Alan Schomaker: It does make it a real budget conversation. When you already have a solid model included in what you're paying for, it's hard to make the case for additional spend on Claude or another platform. That said, I think we're starting to see the models differentiate themselves. Claude may be better at coding than Gemini. Different tools are finding their niches. I've been bouncing between ChatGPT, Claude, and Gemini for different tasks and you can start to see where each one excels. I think over time we'll see real specialization rather than every model trying to do everything. And tools like Perplexity that route to the right model for the right task are interesting for exactly that reason.
Matthew Connor: Where do you see AI going specifically in higher education over the next few years?
Alan Schomaker: Our Business School dean is really leading the charge here. He's an entrepreneur who built several successful companies, and he's pushing his faculty hard to teach AI skills because he knows employers are looking for them. The saying he uses is the one you hear everywhere now: AI won't take your job, but someone who knows how to use AI might. We can see the students are already using it — there was a graph from OpenAI showing ChatGPT token usage in the education sector that drops off a cliff on June 1st every year when students finish their exams and go home. They're using it. The question is whether they're using it well.
That's where we have an opportunity. Not just letting students use AI to write papers, but teaching them how to think about it — what hallucinations are, how to verify outputs, when to trust it and when not to. If you're going into engineering or law, the output has to be correct. We have some faculty doing really excellent work in this space, and I'm glad to see more Deans committing to it.

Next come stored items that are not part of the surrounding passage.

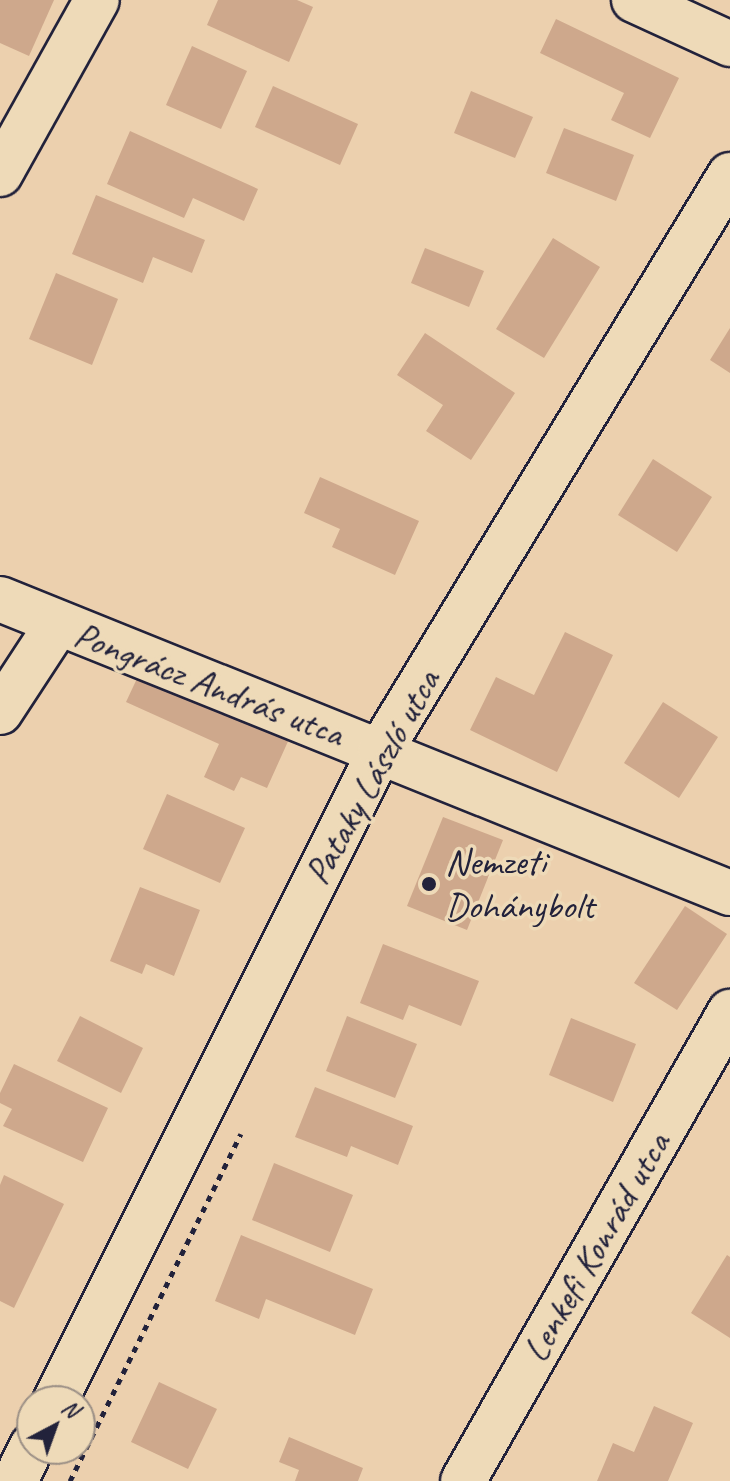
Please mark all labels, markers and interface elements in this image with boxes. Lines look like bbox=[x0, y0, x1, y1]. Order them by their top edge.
street label: Pongrácz András utca bbox=[68, 612, 350, 756]
street label: Pataky László utca bbox=[294, 662, 450, 892]
place label: Nemzeti Dohánybolt bbox=[445, 839, 594, 928]
marker: Nemzeti Dohánybolt bbox=[420, 875, 438, 893]
street label: Lenkefi Konrád utca bbox=[512, 1125, 680, 1369]
north arrow bbox=[16, 1385, 96, 1465]
text: N bbox=[56, 1393, 85, 1423]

Matthew Connor: And that's the real challenge — because it's easy to let AI do all the thinking for you, but that leaves you deficient in your own understanding and abilities. What we see is that the people who are actually thriving with AI are the ones bringing leadership and communication skills to it — treating it like an intern or an assistant, building up its knowledge of what they need, and using it as leverage rather than a replacement for their own thinking. And if you have a bad process, AI won't fix it. It'll just make the bad process faster. You have to understand the process fully before you can teach it to an agent — which is actually a useful forcing function for improving the process in the first place.
Alan Schomaker: Exactly. Teaching an agent forces you to think it all the way through. Where does the human stay in the loop? What are the guardrails? What do I tell it to stop? If I can't explain it clearly to an AI, I probably don't understand it as well as I thought I did. It creates a holistic view of the problem that wouldn't have come from just automating it blindly.
Matthew Connor: Alan, this has been so much fun. I think we could do this all day. Before we go, can you tell everyone where they can find out more about you and Loyola University New Orleans?
Alan Schomaker: Sure. The university's website is www.loyno.edu. And you can find me on LinkedIn — I'm out there and happy to connect.
Matthew Connor: Fantastic. Thanks again, Alan. Until next time.
Alan Schomaker: Thank you, Matthew. It's been a pleasure.